**Problem requirements**
Gather all lines from the material that contain the word "flex".

━━━━━━

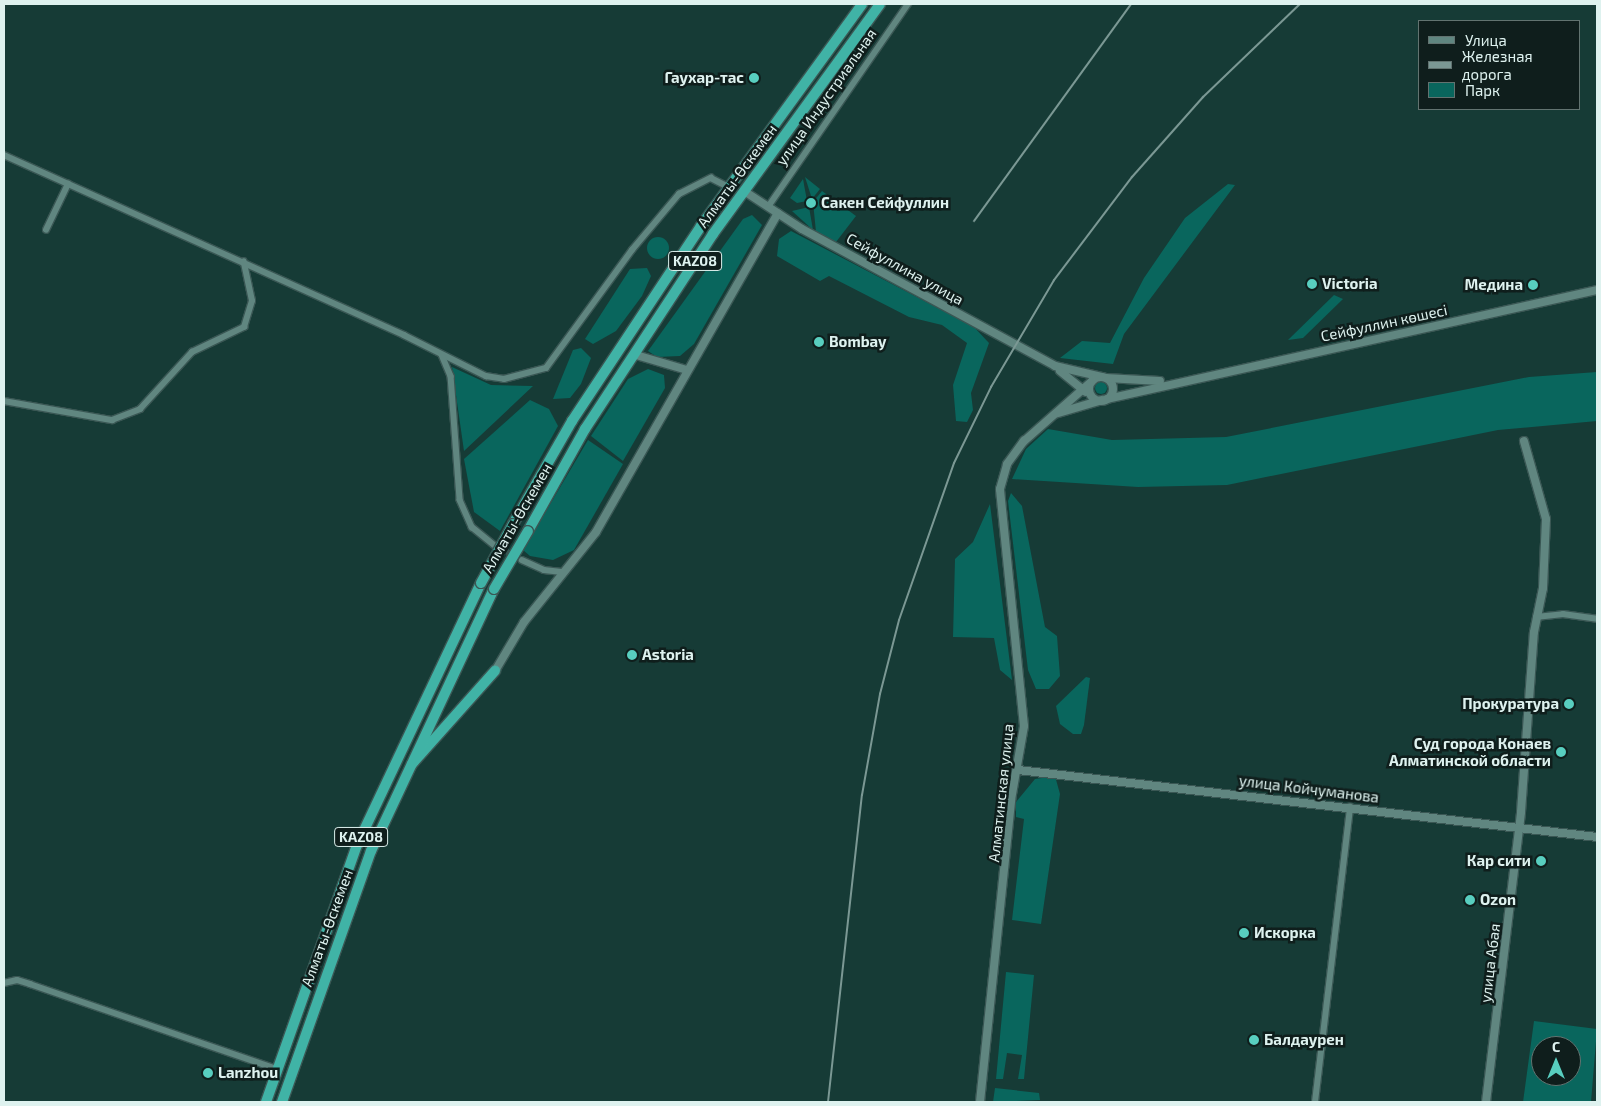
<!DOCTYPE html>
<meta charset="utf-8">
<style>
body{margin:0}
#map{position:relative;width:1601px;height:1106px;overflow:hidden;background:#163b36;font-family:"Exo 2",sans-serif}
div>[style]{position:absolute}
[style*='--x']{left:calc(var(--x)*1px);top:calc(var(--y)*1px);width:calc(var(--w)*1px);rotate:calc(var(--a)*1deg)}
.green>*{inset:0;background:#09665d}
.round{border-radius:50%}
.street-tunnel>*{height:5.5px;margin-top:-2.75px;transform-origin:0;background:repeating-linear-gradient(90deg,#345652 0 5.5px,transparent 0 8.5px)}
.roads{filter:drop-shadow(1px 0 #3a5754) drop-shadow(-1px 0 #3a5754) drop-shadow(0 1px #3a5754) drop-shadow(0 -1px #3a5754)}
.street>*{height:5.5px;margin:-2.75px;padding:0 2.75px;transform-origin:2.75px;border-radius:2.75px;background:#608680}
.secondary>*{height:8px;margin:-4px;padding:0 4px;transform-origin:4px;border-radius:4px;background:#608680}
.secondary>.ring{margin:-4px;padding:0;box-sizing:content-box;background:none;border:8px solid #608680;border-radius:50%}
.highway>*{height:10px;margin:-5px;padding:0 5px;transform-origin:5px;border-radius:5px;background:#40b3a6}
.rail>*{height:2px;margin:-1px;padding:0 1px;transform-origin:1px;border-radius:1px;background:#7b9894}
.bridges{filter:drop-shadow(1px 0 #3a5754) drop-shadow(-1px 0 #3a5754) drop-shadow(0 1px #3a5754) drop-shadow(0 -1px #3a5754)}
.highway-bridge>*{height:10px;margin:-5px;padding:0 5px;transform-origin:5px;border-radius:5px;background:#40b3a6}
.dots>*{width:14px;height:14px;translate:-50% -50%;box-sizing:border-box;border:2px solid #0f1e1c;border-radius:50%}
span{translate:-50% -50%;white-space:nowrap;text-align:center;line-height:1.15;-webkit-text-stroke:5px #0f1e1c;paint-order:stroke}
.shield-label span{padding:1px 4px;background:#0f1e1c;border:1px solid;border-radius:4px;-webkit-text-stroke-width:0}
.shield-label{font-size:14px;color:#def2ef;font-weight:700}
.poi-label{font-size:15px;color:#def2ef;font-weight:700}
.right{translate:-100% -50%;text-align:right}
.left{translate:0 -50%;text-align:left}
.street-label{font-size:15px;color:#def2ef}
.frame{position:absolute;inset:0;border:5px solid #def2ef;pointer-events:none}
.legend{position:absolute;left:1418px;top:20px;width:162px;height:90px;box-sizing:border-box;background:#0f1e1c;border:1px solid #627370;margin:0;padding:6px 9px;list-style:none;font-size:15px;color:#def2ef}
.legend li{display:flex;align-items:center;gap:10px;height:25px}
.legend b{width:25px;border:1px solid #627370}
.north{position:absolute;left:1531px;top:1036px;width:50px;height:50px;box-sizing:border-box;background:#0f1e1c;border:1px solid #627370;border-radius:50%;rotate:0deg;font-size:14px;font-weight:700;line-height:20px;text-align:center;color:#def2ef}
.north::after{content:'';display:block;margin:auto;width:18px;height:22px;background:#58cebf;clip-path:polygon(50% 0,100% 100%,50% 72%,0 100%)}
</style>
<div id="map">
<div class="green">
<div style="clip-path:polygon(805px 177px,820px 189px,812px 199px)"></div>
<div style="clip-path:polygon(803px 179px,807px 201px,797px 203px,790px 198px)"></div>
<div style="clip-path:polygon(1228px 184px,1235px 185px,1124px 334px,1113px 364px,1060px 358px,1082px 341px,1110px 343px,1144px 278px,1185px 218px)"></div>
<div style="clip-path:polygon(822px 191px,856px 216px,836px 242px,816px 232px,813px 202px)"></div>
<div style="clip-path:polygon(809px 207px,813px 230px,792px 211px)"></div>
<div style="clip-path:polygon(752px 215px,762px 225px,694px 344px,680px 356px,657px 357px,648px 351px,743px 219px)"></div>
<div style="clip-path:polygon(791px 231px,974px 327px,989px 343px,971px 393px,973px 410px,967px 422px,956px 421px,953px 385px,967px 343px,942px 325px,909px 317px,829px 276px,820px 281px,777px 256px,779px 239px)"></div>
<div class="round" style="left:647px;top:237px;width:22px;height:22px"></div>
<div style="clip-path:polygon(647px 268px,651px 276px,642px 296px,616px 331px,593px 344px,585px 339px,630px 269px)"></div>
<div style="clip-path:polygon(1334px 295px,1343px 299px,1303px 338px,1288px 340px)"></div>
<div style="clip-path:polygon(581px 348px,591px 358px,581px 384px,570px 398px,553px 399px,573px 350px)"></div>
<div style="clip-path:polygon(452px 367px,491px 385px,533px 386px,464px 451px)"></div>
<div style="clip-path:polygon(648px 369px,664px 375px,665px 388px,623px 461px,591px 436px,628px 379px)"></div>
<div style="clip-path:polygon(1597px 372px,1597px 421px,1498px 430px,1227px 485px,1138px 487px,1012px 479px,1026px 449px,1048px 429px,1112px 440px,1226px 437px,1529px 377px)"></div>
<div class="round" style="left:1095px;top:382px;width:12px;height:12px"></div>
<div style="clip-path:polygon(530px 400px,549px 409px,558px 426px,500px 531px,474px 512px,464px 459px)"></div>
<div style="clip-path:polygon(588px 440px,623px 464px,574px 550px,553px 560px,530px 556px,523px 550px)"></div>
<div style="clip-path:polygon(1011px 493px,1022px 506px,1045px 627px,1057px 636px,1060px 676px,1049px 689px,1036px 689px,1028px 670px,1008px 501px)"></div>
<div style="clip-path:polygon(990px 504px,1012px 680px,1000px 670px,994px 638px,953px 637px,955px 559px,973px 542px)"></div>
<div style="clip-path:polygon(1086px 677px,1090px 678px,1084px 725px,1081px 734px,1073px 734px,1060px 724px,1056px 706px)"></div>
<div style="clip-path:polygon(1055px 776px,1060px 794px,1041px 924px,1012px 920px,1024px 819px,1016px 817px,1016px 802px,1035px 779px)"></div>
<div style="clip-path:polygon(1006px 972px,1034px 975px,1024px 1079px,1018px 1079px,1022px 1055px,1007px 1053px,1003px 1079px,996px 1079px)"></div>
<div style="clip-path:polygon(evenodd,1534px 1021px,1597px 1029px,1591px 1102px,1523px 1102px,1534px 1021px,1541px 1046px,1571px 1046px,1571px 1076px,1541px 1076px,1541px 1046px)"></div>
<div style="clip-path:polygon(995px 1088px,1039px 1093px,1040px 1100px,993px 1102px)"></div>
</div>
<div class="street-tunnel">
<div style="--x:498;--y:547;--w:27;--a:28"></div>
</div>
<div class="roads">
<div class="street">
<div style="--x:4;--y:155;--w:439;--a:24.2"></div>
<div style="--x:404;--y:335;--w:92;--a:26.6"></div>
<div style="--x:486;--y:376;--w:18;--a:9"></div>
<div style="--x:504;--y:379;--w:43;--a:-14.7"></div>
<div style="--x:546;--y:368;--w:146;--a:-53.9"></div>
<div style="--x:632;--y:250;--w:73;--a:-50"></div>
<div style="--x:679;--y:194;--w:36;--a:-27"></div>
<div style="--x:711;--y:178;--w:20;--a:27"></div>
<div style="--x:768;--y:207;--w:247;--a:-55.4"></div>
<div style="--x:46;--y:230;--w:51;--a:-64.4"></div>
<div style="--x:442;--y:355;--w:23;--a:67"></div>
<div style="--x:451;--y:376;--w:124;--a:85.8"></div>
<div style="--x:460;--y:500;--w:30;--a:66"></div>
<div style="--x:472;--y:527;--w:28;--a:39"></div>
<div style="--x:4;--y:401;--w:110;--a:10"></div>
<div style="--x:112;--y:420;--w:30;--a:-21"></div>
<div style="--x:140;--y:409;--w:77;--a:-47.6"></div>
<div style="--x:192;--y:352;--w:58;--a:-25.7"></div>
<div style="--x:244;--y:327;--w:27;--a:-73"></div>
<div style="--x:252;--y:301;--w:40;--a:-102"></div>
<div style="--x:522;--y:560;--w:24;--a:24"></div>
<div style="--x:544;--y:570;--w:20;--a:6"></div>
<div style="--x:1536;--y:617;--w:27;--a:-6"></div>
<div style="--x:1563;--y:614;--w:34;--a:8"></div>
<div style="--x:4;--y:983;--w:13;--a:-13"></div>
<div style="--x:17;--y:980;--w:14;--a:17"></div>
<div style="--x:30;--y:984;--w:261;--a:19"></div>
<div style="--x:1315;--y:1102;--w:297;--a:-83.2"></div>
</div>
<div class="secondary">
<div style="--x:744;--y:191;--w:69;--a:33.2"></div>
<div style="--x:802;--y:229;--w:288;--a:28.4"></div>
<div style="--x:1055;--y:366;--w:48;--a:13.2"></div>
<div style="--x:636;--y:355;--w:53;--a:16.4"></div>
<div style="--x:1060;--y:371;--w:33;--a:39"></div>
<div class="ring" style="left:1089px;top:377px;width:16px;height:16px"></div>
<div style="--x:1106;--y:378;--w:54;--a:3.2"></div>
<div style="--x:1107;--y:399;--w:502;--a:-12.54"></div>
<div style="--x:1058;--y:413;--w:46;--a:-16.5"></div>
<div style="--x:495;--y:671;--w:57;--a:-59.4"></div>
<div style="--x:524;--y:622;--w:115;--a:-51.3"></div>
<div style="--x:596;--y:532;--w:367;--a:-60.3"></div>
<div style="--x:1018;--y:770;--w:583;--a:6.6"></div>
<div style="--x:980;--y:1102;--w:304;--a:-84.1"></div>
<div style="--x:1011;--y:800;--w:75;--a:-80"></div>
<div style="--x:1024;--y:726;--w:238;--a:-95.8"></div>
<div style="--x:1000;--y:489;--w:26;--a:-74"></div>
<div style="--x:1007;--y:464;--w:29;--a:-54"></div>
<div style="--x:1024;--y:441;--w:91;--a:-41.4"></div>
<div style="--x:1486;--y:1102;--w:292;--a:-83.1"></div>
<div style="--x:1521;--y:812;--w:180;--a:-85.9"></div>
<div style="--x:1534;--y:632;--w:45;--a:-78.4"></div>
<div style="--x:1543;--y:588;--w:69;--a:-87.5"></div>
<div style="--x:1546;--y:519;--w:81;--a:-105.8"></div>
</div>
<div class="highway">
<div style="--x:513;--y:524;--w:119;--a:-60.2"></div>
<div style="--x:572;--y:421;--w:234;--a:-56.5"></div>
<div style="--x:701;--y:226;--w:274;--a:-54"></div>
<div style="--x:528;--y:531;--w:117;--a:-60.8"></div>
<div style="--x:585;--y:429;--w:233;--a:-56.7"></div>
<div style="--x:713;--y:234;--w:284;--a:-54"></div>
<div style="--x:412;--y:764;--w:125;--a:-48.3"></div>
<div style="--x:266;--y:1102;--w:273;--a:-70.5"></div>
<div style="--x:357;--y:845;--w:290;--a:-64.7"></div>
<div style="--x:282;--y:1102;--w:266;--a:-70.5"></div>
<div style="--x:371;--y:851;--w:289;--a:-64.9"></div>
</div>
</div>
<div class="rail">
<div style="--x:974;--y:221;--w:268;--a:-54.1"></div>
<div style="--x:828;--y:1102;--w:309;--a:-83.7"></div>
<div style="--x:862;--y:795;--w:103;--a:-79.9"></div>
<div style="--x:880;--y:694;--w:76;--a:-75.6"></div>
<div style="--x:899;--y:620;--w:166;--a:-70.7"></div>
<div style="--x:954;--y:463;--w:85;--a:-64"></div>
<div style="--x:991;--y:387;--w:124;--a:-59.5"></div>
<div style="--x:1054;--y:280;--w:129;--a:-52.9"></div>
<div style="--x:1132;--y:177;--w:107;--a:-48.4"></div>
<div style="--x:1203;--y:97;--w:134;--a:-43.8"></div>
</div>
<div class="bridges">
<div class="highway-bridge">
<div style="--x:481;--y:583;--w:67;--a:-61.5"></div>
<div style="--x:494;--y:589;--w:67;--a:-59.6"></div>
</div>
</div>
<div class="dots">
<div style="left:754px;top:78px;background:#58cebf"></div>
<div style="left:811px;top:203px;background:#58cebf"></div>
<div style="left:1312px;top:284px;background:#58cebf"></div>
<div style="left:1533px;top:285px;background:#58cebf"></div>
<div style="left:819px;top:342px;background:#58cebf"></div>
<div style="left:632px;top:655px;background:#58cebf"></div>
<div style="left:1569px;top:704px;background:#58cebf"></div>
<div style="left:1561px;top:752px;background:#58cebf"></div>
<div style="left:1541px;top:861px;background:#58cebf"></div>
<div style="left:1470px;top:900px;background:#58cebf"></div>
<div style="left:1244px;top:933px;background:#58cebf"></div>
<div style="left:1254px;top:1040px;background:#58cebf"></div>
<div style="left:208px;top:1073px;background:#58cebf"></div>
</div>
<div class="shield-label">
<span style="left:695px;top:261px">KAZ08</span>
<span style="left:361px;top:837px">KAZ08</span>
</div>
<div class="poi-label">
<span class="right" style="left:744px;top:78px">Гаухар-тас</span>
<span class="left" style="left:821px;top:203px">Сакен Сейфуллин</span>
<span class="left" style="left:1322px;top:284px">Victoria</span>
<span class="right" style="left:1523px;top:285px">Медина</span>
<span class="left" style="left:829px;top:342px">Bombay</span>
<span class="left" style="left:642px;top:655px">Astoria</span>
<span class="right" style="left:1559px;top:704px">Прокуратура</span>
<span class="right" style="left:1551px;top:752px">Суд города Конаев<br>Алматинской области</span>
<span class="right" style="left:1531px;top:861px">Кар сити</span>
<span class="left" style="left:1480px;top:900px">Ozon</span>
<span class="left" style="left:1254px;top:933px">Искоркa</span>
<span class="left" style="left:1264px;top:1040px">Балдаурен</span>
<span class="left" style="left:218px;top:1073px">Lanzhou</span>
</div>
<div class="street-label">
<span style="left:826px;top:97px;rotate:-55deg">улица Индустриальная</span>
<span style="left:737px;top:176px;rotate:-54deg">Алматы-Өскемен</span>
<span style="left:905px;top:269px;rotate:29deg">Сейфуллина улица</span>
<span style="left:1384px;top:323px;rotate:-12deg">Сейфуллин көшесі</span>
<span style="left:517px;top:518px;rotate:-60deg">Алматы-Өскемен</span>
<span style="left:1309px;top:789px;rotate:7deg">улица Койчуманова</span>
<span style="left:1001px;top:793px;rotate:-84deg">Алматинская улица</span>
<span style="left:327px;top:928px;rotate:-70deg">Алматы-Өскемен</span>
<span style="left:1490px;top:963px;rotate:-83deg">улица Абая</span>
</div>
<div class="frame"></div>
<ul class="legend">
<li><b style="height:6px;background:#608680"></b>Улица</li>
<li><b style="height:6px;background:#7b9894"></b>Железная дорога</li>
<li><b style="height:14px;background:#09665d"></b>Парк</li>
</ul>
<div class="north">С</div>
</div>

━━━━━━

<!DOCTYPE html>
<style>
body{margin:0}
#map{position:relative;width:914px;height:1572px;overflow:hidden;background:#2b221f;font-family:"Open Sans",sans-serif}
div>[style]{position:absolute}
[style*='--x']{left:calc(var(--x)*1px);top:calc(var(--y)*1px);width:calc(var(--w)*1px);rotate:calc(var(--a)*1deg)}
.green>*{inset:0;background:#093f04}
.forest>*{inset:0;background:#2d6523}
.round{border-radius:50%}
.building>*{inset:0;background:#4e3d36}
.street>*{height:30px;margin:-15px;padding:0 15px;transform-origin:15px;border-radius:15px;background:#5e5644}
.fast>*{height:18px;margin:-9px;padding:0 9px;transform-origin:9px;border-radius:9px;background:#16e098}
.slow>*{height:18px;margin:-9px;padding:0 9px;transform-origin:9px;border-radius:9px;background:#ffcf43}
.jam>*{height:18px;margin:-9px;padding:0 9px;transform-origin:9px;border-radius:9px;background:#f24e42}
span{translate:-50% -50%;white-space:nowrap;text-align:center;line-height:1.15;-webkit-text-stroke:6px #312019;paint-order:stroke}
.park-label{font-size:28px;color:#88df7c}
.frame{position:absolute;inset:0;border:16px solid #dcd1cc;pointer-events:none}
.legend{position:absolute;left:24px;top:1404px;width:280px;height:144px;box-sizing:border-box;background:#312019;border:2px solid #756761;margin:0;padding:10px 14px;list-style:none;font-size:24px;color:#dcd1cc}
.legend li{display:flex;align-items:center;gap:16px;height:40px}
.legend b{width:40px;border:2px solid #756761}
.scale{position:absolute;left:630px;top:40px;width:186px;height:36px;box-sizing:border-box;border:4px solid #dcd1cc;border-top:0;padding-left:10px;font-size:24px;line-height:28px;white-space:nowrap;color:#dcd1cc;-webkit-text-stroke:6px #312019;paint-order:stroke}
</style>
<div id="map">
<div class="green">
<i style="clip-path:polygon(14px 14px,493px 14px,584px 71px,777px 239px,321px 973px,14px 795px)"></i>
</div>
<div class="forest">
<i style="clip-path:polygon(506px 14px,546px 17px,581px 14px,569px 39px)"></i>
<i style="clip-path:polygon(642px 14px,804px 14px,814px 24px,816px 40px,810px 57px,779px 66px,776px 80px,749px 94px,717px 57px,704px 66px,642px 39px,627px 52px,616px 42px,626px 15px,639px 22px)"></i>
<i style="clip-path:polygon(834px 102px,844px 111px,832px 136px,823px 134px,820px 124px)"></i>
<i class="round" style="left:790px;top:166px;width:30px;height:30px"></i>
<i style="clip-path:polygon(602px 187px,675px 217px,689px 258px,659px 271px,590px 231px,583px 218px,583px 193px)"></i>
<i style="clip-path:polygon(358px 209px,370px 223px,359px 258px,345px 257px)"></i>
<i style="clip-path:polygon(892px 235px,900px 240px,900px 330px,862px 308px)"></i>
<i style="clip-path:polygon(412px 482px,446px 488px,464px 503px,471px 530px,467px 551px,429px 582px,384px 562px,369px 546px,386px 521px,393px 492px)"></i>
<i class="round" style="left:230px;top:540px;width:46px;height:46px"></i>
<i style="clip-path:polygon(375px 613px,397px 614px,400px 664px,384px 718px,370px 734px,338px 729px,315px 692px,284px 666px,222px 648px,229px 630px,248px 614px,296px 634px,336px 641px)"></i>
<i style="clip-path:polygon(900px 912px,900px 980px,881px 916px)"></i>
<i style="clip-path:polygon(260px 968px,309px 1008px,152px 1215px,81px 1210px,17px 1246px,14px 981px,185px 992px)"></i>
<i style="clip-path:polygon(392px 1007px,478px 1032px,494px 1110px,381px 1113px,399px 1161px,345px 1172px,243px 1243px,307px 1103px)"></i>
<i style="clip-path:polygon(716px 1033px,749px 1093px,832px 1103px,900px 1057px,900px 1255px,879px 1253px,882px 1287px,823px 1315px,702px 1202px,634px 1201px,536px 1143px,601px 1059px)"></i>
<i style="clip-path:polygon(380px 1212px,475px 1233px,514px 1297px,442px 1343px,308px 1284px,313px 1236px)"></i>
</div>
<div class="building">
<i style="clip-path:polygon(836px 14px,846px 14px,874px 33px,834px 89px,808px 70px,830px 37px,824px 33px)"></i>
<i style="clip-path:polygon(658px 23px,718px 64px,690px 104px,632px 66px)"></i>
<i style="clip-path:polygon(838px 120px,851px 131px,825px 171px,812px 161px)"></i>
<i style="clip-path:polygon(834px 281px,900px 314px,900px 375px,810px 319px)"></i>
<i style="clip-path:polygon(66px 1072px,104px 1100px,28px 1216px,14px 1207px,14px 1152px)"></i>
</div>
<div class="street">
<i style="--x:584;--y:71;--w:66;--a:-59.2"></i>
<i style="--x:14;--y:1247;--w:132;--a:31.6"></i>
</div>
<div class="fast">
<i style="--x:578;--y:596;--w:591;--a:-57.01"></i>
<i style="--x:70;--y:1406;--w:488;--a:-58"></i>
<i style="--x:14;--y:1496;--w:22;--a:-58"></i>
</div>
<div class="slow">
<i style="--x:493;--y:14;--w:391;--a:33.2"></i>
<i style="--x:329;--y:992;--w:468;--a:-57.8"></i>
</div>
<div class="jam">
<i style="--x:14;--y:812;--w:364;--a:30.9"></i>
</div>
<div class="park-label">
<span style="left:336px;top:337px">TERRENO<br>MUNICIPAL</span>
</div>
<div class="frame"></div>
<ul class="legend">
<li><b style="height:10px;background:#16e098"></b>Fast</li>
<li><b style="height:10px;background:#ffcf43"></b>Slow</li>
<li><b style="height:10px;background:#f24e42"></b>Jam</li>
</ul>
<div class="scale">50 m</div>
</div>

━━━━━━

**Response to the exercise**
.legend li{display:flex;align-items:center;gap:10px;height:25px}
.legend li{display:flex;align-items:center;gap:16px;height:40px}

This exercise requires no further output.